The legislation would ensure that the so-called “Medicare for All” plan would include benefits for at-home long-term care for people with chronic illnesses or disabilities, a major expansion of previous efforts along similar lines, multiple outlets reported.
Medicare currently does not cover long-term care, and under Sanders’s bill, nursing facility and other institutional coverage would be still covered under Medicaid.
Any attempt at nationalizing health care coverage in the United States will be met with staunch opposition from Republicans and other conservatives, though support for Medicare for All could become a litmus test for more progressive candidates seeking to unseat President Trump next fall.
Provider groups took a cautious view of the legislation, which was also introduced by Democratic Sens. Kamala Harris, Cory Booker, Elizabeth Warren, and Kirsten Gillibrand.

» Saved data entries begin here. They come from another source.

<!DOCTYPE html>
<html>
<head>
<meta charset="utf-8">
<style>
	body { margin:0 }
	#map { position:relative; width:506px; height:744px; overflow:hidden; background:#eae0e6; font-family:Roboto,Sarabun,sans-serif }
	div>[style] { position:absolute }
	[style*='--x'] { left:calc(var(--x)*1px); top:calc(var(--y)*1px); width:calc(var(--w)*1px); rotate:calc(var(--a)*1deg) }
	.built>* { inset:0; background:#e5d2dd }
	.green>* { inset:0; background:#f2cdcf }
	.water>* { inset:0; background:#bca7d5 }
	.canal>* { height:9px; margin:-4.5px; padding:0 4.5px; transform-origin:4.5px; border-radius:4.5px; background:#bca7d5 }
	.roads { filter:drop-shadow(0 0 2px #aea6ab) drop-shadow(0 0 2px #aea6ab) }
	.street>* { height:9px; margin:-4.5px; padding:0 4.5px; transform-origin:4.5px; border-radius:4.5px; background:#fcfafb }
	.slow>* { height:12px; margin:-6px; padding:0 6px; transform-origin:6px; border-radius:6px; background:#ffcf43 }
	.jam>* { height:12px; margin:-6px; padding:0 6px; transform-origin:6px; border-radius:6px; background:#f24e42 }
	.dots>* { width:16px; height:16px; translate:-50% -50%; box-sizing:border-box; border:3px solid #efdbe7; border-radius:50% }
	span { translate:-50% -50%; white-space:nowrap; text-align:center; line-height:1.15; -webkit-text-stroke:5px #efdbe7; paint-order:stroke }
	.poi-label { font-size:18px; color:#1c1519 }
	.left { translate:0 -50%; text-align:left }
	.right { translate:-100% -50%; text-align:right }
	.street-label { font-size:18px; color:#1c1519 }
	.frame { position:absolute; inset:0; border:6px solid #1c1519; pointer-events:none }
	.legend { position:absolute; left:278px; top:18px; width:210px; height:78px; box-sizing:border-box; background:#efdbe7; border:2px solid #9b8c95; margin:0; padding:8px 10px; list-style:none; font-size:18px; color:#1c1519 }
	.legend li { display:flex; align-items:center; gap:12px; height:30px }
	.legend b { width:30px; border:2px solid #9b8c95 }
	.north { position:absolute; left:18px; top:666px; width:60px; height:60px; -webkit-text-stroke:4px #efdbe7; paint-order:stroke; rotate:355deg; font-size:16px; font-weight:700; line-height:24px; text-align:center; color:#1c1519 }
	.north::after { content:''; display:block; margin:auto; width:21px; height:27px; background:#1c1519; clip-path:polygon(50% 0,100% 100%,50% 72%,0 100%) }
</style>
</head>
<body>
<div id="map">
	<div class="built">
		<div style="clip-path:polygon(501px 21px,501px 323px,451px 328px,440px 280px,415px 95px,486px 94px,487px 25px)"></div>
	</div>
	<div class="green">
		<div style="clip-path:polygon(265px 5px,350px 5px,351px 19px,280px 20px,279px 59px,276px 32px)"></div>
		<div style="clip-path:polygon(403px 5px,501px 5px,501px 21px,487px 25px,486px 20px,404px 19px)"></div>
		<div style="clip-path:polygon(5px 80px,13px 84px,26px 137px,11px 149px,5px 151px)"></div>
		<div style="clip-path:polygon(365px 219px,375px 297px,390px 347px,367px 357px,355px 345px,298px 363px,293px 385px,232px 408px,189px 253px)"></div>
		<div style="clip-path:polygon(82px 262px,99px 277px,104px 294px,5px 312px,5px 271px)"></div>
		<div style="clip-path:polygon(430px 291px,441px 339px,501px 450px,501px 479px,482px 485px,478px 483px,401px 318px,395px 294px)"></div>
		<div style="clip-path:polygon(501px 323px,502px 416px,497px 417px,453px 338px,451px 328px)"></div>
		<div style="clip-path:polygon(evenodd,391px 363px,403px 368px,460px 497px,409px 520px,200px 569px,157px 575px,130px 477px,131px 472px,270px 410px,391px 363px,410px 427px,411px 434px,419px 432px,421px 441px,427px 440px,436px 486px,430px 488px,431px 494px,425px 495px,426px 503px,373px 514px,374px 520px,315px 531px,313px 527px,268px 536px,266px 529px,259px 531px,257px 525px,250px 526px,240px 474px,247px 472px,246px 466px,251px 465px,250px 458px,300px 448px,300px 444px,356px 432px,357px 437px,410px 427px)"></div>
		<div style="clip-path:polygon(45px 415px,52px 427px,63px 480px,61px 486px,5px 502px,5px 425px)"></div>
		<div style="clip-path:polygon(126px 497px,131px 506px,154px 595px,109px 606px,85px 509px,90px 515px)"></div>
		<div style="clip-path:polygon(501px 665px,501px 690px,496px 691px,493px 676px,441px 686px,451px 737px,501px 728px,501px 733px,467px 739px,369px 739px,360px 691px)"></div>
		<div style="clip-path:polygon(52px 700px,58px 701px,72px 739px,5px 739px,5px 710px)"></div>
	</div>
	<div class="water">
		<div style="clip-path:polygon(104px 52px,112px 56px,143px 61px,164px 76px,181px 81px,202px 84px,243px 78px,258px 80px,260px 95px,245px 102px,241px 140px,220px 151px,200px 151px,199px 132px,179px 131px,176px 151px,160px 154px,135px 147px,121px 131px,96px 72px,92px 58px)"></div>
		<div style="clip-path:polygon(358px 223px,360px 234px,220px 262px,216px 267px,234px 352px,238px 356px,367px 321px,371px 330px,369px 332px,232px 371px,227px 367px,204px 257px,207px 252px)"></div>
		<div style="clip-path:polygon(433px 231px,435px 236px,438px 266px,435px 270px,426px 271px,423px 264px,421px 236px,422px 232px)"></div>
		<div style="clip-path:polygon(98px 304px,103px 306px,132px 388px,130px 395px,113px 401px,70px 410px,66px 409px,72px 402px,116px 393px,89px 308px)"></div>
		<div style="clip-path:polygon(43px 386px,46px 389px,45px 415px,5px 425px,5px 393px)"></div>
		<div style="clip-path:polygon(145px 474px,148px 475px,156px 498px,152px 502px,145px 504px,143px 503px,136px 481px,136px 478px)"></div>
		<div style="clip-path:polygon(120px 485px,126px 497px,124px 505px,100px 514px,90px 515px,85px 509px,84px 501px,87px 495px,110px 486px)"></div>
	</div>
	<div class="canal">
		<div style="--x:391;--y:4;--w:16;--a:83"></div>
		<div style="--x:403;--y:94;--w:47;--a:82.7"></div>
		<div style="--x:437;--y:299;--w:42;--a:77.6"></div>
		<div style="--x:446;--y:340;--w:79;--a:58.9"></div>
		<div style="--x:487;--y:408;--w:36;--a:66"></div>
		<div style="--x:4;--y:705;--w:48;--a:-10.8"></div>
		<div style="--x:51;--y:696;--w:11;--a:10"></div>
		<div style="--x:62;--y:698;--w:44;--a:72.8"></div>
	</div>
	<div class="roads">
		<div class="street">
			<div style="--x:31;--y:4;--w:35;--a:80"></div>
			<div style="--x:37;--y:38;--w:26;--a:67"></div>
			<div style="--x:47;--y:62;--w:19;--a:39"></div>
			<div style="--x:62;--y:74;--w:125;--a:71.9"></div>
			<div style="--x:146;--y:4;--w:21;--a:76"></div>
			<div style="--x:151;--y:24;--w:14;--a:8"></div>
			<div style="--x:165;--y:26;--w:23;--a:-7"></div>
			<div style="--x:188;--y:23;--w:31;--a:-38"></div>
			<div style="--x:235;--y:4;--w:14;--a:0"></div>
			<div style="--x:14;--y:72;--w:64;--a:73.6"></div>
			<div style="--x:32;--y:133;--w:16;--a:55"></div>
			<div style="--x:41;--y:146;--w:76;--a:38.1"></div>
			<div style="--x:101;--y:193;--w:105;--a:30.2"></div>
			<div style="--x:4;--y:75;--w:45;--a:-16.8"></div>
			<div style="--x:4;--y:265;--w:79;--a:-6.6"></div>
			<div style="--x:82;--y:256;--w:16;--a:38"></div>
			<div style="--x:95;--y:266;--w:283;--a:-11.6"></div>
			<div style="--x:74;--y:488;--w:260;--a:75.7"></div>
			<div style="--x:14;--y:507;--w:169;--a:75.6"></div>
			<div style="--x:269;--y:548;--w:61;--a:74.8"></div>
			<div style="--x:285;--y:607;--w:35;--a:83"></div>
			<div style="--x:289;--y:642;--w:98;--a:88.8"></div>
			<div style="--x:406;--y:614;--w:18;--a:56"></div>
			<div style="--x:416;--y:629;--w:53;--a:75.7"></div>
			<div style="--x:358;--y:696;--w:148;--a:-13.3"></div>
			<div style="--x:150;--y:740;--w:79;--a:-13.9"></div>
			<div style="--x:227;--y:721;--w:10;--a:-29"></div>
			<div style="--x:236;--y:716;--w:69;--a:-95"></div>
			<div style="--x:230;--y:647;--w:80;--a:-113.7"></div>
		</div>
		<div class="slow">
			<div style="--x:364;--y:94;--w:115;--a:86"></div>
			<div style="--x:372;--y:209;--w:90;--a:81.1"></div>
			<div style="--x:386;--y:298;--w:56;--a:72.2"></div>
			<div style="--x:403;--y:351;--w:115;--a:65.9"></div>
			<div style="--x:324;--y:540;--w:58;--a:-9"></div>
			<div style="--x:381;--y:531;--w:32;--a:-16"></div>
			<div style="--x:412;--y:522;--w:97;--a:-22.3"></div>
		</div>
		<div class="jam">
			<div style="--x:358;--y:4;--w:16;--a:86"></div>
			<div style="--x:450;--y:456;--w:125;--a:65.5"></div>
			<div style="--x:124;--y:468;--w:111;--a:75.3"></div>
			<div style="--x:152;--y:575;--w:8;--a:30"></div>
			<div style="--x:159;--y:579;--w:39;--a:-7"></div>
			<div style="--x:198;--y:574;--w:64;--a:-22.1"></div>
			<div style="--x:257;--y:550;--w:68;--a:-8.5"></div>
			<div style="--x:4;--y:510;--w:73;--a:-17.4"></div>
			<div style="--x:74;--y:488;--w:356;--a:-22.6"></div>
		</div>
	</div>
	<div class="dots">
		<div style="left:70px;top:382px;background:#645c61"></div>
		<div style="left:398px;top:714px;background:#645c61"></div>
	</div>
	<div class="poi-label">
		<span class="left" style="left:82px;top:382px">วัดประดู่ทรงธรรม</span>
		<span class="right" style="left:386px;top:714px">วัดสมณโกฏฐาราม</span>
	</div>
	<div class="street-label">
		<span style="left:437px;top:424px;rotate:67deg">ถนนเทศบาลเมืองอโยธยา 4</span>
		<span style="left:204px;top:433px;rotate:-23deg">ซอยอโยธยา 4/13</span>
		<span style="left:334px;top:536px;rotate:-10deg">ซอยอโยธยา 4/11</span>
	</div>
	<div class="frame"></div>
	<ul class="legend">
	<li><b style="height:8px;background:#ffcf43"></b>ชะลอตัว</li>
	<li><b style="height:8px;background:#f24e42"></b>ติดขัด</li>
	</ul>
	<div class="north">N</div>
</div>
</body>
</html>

Like Sanders, all of them are running for president in 2020; while an officially an independent, Sanders caucuses with Democrats and is also seeking the party’s nomination.
“We are delighted that Congress is paying attention to long-term services and supports,” Marsha Greenfield, LeadingAge’s vice president of health legislation, said in comments emailed to Skilled Nursing News. “This particular bill is interesting and we are reviewing it to better understand it.”
The proposal to keep SNFs and other forms of institutional care under the auspices of Medicaid comes amid multiple reports of Medicaid reimbursement falling short of the cost of nursing home care.
Massachusetts, Texas, Wisconsin, South Dakota, Washington state, Montana, and New Mexico are among the many varied states that have reported issues with Medicaid reimbursement for nursing home care in the past year. Providers in several states have turned to various programs designed to bolster their Medicaid rates and stave off the pressures of razor-thin operating margins that are worsened by Medicaid’s shortfall in coverage.
The American Health Care Association (AHCA) zeroed in on this aspect of Sanders’s bill as a cause for concern, in addition to questions about the viability and sustainability of the proposal.
“More than half of long term care in the country is covered by Medicaid, which does not fully fund the cost of care,” Clif Porter, senior vice president of government relations at AHCA, said in a statement provided to SNN. “This contributes to the increasing number of nursing home closures, particularly in rural areas. The Medicaid program was founded to provide for our nation’s vulnerable populations, including the frail and elderly, and we need to ensure that any proposals do just that.”